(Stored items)
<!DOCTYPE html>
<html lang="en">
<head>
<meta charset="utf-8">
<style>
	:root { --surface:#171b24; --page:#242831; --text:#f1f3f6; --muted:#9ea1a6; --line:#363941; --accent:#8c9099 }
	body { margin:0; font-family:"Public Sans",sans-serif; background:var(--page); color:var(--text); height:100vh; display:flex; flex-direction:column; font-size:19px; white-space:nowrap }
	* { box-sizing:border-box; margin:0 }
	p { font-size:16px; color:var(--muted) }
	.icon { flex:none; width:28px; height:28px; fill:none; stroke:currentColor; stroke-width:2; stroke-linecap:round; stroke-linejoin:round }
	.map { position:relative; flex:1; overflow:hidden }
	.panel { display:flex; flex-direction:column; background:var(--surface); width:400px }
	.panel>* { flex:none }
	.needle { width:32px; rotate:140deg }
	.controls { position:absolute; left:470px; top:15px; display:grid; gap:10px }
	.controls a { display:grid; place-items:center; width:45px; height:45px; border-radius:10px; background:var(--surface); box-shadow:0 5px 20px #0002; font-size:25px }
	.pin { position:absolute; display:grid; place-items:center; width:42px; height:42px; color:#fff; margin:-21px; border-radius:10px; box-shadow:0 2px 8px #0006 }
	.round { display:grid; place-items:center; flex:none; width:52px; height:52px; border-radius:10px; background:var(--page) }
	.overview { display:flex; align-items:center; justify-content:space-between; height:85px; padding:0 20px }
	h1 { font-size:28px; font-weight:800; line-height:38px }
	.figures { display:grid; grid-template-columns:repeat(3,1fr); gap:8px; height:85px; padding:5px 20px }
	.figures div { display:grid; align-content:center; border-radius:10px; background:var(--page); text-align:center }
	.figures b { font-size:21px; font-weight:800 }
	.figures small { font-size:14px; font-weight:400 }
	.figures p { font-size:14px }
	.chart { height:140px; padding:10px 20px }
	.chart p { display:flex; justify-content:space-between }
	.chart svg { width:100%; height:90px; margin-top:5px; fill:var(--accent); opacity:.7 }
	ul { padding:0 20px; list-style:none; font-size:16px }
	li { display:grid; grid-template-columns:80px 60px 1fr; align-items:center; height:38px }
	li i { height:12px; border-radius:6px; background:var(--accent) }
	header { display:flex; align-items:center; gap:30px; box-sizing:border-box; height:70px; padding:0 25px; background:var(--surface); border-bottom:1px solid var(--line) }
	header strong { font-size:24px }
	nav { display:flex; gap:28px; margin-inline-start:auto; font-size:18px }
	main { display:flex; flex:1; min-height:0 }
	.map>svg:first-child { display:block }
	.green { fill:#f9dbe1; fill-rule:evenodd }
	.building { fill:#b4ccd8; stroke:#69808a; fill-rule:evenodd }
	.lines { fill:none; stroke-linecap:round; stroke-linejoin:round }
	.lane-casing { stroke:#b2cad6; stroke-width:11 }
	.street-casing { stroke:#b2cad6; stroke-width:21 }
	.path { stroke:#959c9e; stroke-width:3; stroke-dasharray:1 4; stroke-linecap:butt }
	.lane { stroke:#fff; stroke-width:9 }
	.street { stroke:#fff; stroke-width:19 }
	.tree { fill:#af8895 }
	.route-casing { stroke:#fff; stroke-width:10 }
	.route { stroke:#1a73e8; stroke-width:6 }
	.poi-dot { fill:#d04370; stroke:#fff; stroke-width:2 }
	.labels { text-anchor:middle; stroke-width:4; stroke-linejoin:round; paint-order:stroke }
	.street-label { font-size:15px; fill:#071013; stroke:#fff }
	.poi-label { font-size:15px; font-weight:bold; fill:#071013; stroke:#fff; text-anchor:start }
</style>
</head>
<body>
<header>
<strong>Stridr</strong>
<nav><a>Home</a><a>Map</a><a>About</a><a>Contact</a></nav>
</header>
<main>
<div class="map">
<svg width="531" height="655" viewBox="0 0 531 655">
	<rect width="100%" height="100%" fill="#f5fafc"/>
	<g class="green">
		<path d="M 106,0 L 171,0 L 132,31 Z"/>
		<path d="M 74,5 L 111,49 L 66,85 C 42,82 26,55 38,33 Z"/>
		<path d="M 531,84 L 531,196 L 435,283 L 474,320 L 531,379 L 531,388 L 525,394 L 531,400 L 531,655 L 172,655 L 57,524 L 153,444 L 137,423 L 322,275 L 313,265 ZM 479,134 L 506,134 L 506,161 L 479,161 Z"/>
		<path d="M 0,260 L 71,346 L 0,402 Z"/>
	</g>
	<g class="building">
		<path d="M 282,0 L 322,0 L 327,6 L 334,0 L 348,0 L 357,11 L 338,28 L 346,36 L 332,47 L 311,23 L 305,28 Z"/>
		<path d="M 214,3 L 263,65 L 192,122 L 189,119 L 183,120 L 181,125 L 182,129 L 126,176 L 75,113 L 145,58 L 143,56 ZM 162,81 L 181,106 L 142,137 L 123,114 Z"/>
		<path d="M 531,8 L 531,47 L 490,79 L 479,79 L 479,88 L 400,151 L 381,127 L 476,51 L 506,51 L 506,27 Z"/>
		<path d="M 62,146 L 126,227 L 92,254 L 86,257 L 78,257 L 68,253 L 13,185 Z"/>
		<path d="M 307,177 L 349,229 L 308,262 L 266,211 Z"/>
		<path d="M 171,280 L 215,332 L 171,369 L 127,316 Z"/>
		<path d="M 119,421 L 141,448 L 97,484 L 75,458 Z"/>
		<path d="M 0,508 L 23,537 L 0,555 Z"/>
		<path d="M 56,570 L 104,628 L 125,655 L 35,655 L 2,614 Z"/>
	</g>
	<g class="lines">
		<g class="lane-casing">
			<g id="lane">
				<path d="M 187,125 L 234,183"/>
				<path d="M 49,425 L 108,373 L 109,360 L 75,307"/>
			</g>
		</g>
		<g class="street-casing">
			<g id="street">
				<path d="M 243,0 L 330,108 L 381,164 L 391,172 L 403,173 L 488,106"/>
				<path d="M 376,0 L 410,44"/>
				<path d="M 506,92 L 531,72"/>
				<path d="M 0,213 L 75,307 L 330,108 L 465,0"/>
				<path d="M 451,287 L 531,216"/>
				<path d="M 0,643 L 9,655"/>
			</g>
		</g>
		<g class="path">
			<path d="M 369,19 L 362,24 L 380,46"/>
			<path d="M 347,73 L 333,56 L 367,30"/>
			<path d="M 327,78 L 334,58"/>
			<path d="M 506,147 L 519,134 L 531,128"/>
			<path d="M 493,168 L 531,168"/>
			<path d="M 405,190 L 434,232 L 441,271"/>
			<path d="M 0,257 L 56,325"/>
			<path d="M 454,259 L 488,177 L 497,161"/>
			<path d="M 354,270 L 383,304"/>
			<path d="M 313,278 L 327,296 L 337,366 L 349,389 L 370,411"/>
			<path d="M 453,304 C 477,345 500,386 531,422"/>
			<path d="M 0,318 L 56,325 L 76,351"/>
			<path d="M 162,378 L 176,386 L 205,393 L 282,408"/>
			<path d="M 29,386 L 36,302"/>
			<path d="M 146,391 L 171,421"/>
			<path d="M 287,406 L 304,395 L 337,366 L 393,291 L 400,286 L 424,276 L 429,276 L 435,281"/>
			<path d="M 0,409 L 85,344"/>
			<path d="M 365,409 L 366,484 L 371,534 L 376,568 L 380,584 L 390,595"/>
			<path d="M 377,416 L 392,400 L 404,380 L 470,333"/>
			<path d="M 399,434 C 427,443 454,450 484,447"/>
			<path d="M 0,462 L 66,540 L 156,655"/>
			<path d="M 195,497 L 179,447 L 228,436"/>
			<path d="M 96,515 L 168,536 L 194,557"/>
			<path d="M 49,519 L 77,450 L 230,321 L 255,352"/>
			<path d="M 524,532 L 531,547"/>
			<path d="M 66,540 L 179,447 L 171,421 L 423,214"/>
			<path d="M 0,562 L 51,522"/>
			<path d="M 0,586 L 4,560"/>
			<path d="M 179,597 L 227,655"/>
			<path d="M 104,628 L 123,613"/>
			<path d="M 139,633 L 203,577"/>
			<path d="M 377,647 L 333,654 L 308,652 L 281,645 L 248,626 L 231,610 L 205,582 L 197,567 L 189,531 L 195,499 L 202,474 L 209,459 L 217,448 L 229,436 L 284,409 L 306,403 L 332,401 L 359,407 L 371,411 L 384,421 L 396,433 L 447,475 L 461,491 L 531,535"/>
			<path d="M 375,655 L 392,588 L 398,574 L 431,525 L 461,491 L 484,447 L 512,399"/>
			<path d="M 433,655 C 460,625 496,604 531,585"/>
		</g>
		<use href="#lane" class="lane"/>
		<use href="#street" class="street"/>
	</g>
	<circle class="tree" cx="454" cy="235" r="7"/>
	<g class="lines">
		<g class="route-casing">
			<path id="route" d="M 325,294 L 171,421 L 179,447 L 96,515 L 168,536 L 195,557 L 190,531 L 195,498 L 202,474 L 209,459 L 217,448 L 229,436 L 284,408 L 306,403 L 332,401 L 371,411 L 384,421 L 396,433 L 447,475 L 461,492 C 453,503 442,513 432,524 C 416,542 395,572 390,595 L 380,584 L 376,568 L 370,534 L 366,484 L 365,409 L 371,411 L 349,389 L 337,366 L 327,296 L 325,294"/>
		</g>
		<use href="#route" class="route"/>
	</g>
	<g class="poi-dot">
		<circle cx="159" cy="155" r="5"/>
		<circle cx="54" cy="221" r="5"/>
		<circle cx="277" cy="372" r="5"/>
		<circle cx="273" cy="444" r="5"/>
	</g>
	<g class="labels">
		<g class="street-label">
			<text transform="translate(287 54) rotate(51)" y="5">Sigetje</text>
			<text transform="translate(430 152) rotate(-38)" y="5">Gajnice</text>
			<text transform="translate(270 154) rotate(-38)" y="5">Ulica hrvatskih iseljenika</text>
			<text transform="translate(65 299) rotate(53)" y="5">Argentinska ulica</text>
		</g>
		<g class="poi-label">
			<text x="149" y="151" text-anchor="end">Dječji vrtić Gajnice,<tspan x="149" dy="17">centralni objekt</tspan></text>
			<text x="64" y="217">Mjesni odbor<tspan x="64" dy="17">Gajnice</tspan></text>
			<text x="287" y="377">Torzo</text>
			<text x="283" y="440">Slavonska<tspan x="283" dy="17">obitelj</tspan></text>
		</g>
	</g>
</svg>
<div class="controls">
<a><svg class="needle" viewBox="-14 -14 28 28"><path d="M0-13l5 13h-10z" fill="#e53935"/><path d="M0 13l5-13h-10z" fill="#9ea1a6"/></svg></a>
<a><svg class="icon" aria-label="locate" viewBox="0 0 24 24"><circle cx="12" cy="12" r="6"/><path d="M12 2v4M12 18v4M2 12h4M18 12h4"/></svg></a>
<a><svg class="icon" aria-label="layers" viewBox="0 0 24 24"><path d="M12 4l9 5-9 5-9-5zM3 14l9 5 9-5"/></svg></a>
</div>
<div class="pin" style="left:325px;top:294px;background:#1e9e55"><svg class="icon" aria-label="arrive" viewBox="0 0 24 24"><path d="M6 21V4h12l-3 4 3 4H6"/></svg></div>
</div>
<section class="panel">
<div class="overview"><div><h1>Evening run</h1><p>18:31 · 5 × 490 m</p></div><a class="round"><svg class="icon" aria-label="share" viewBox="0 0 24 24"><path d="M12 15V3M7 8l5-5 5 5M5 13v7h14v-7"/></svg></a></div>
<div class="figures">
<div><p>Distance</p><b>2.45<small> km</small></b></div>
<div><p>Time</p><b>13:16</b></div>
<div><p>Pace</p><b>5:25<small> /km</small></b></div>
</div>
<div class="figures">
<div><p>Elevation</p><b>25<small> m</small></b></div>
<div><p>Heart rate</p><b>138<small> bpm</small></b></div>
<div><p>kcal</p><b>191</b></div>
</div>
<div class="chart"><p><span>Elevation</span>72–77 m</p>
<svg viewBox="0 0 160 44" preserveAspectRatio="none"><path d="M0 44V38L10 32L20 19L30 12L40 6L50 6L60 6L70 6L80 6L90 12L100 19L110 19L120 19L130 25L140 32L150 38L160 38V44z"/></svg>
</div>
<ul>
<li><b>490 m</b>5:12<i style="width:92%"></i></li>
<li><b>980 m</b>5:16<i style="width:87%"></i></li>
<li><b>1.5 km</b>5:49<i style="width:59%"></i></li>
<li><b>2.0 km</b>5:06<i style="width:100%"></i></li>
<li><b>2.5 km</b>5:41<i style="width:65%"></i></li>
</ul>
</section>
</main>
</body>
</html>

Work item » What is needed is every line from the start of the entries through the line containing "--surface:#171b24; --page:#242831; --text:#f1f3f6;", returned word for word and nothing else.

Answer space »
<!DOCTYPE html>
<html lang="en">
<head>
<meta charset="utf-8">
<style>
	:root { --surface:#171b24; --page:#242831; --text:#f1f3f6; --muted:#9ea1a6; --line:#363941; --accent:#8c9099 }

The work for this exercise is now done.